Abstract: The World Heritage site of Great Zimbabwe is one of the most iconic and largest archaeological settlements in Africa south of the Egyptian pyramids. It was the hub of direct and indirect trade which connected southern Africa and east Africa with the Near and Far East. Archaeologists believe that at its peak, Great Zimbabwe had a fully urban population of 20 000 people concentrated in only 2.9 square kilometres (40 percent of 720 ha). This translates into a population density of 6 897 which is at par with that of current day Hong Kong. Here, we combine archaeological, ethnographic and historical evidence with ecological and statistical modelling to demonstrate that the total population estimate for the site’s nearly 800 year occupational duration (CE1000 to 1700), after factoring in generational succession, is unlikely to have exceeded 10 000 people. This conclusion is strongly firmed up by the absence of mega middens at the site, the chronological differences between several key areas of the settlement traditionally assumed to be coeval, and the historically documented low populations recorded for the sub-continent between CE1600 and 1950.

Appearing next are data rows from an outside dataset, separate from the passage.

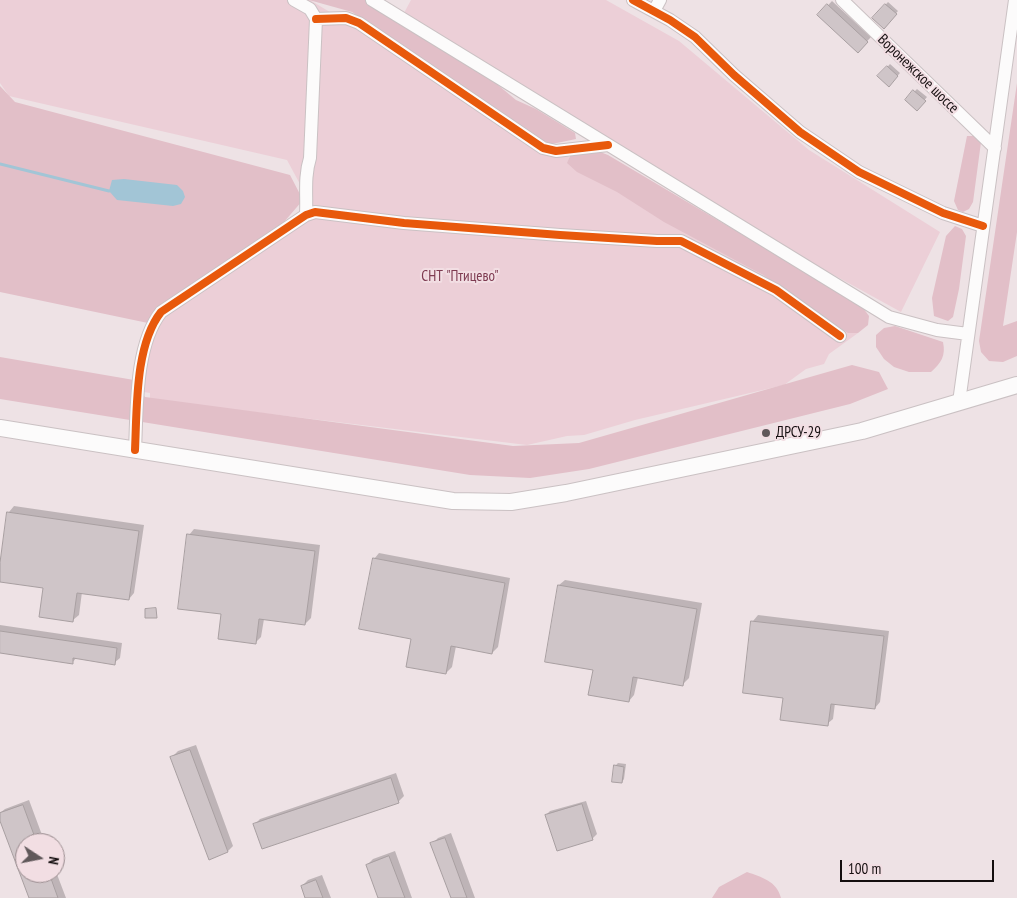 <!DOCTYPE html>
<html>
<head>
<meta charset="utf-8">
<style>
  body { margin:0 }
  #map { position:relative; width:1017px; height:898px; overflow:hidden; background:#eee2e5; font-family:"PT Sans Narrow",sans-serif }
  canvas { display:block }
  .north { position:absolute; left:15px; top:833px; width:50px; height:50px; box-sizing:border-box; background:#f2dee3; border:1px solid #998b8e; border-radius:50%; rotate:101deg; font-size:14px; font-weight:700; line-height:20px; text-align:center; color:#140e0f }
  .north::after { content:''; display:block; margin:auto; width:18px; height:22px; background:#60585a; clip-path:polygon(50% 0,100% 100%,50% 72%,0 100%) }
  .scale { position:absolute; left:840px; top:860px; width:154px; height:22px; box-sizing:border-box; border:2px solid #140e0f; border-top:0; padding-left:6px; font-size:15px; line-height:18px; white-space:nowrap; color:#140e0f; -webkit-text-stroke:4px #f2dee3; paint-order:stroke }
</style>
</head>
<body>
<div id="map">
<canvas width="1017" height="898"></canvas>
<div class="north">N</div>
<div class="scale">100 m</div>
</div>
<script>
const g = document.querySelector('canvas').getContext('2d');
g.lineJoin = 'round';
function fillPath(path, color) { g.fillStyle = color; g.fill(path, 'evenodd'); }
function trace(path, color, width, dash) { g.strokeStyle = color; g.lineWidth = width; g.lineCap = dash ? 'butt' : 'round'; g.setLineDash(dash || []); g.stroke(path); }
function drawText(font, color, halo, rows, align = 'center') {
  g.font = font + ' "PT Sans Narrow",sans-serif'; g.lineWidth = 4; g.setLineDash([]); g.textBaseline = 'middle'; g.strokeStyle = halo; g.fillStyle = color; for (const [text, x, y, turn = 0] of rows) {
    g.save(); g.translate(x, y); g.rotate((+turn || 0) * Math.PI / 180); g.textAlign = isNaN(turn) ? turn : align; if (halo) g.strokeText(text, 0, 0); g.fillText(text, 0, 0); g.restore();
  }
}
const green = new Path2D(`
  M0 0H310L858 333 829 354 824 364 806 369 784 385 635 420 584 435 567 436 527 445 138 398H150V393L144 392 147 344 156 322 315 212 287 160 9 96 0 83Z
  M411 0H606L679 41 809 150 940 232 901 312 792 252 404 13Z`);
const forest = new Path2D(`
  M309 0H365L492 80 516 100 536 109 575 133 576 139 552 144 538 139 352 12Z
  M1017 83V232L1003 326 1017 321V356L1003 362 989 361 981 352 979 341Z
  M0 86 15 102 290 175 303 200 265 244 148 323 0 292Z
  M967 136H975L981 142 973 202 969 209 963 212 958 210 954 201Z
  M595 150 608 155 861 305 869 316 868 325 858 333H848L763 275 664 222 617 192 577 172 567 163 571 154Z
  M955 226 962 229 966 236 959 289 953 317 948 321 934 316 932 298 946 236Z
  M895 326 943 342C946 356 941 363 931 372H909L894 367 884 359 876 347V335L884 328Z
  M0 357 134 380 145 397 513 446 579 443 852 365 879 372 888 389 850 404 589 469 530 478 470 475 0 399Z
  M747 872C761 877 777 881 781 898H712L719 887Z`);
const water = new Path2D(`
  M124 179 177 185 183 191 185 197 181 204 173 206 117 200 109 191 112 180Z`);
const shadow = new Path2D(`
  M832 1 871 37 858 51 819 15Z
  M888 2 898 11 884 27 874 18Z
  M890 64 900 73 889 85 879 76Z
  M917 89 927 97 917 109 906 100Z
  M14 506 144 525 134 593 129 599 82 592 79 615 73 620 44 587 0 580 9 512Z
  M194 529 320 545 311 618 305 624 264 619 261 637 255 643 222 613 189 535Z
  M379 553 510 578 498 647 492 653 456 646 452 667 446 673 412 638 374 559Z
  M565 580 702 603 689 678 683 684 638 677 634 695 629 701 594 669 559 585Z
  M758 615 889 631 880 702 875 708 835 703 833 719 827 724 784 697 744 692 753 621Z
  M0 625 122 643 120 658 114 663 77 657 72 663 0 651Z
  M196 745 233 846 228 851 172 757 178 751Z
  M618 763 626 764 624 779 622 782 615 766Z
  M396 773 404 796 398 802 255 824 260 819Z
  M29 800 45 843H25V873H55V869L66 898H30L0 817V813L5 809Z
  M586 801 597 834 593 838 557 849 546 815 550 811Z
  M451 833 475 898H452L432 844 438 838Z
  M395 851 412 898H380L367 865 373 859Z
  M322 875 331 898H306L302 886 308 880Z`);
const stream = new Path2D(`
  M0 164 109 191`);
const building = new Path2D(`
  M827 4 868 42 858 53 817 15Z
  M885 4 897 14 884 29 872 18Z
  M887 66 898 76 889 87 877 76Z
  M913 90 926 101 917 111 905 100Z
  M7 512 139 531 129 600 77 593 73 622 39 617 43 588 0 582V563Z
  M187 534 315 551 305 625 259 619 256 644 218 639 221 614 178 609Z
  M373 558 505 583 492 654 451 646 446 674 406 667 411 639 359 629Z
  M558 585 697 609 683 686 633 677 629 702 588 695 593 670 545 662Z
  M156 608 157 618H145V609Z
  M751 621 884 636 875 709 831 704 828 726 780 720 783 698 743 693Z
  M0 631 117 648 115 665 73 658V664L0 653Z
  M190 750 228 852 209 860 170 757Z
  M614 765 624 767 622 783 612 782Z
  M391 778 399 803 262 849 253 824Z
  M582 804 593 840 557 851 545 815Z
  M23 805 37 843H25V873H49L58 898H29L0 821V813Z
  M445 838 467 898H451L430 843Z
  M389 856 405 898H378L366 865Z
  M316 880 323 898H305L301 886Z`);
const minor = new Path2D(`
  M294 0 310 9 316 19 310 158C304 177 307 195 306 215
  M372 0 889 317 937 330 968 334
  M633 0 670 20 695 37 734 75 800 132 859 172 943 213 983 226
  M842 0 995 148
  M654 11 660 0
  M316 19 346 18 359 23 543 148 556 151 608 145
  M959 402 1015 0
  M135 450C137 408 135 345 161 312L306 215 315 212 404 223 560 235 657 241H681L776 290 840 336`);
const major = new Path2D(`
  M0 428 453 501 511 502 566 493 862 431 1017 385`);
const cycleway = new Path2D(`
  M633 0 670 20 695 37 734 75 800 132 859 172 943 213 983 226
  M316 19 346 18 359 23 543 148 556 151 608 145
  M135 450C137 408 135 345 161 312L306 215 315 212 404 223 560 235 657 241H681L776 290 840 336`);
const markers = [
  [766,433,5,"#60585a"]
];
const streetNames = [
  ["Воронежское шоссе",918,74,44]
];
const parkNames = [
  ["СНТ \"Птицево\"",460,277]
];
const poiNames = [
  ["ДРСУ-29",776,433]
];
fillPath(green, '#eccfd7');
fillPath(forest, '#e2bfc8');
fillPath(water, '#a2c5d6');
fillPath(shadow, '#0003');
trace(stream, '#a2c5d6', 3);
fillPath(building, '#cfc5c8');
trace(building, '#a89fa1', 1);
trace(minor, '#cac1c3', 14);
trace(major, '#cac1c3', 18);
trace(minor, '#fcfbfb', 12);
trace(major, '#fcfbfb', 16);
trace(cycleway, '#e8590c', 8);
for (const [x, y, r, color] of markers) { const dot = new Path2D(); dot.arc(x, y, r, 0, 2 * Math.PI); g.fillStyle = color; g.fill(dot); trace(dot, '#f2dee3', 2); }
drawText('15px', '#140e0f', '#f2dee3', streetNames);
drawText('15px', '#7e3b51', '#f2dee3', parkNames);
drawText('15px', '#140e0f', '#f2dee3', poiNames, 'left');
</script>
</body>
</html>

Associate Professor Shadreck Chirikure’s Archaeological Materials Laboratory is Africa's only facility dedicated to the study of pyrotechnology practiced by farming communities of the last 2000 years of the sub-Saharan past. Examples of such pyrotechnological material include metallurgical slags, metal objects, local and imported ceramics, plasters and glass beads. The research facility combines archaeological approaches with techniques derived from earth sciences and engineering to explore the contribution of high temperature technologies to societal evolution. The laboratory's research is currently targeting three areas: (1) investigating the role of mining and metallurgy in early state formation, (2) modelling the evolution of pyrotechnology within the last 2000 years of the sub-Saharan past and (3) exploring innovation and demography in the evolution of socio-technical systems. These areas are studied using material from prominent southern African sites such as Great Zimbabwe, Mapungubwe and Khami.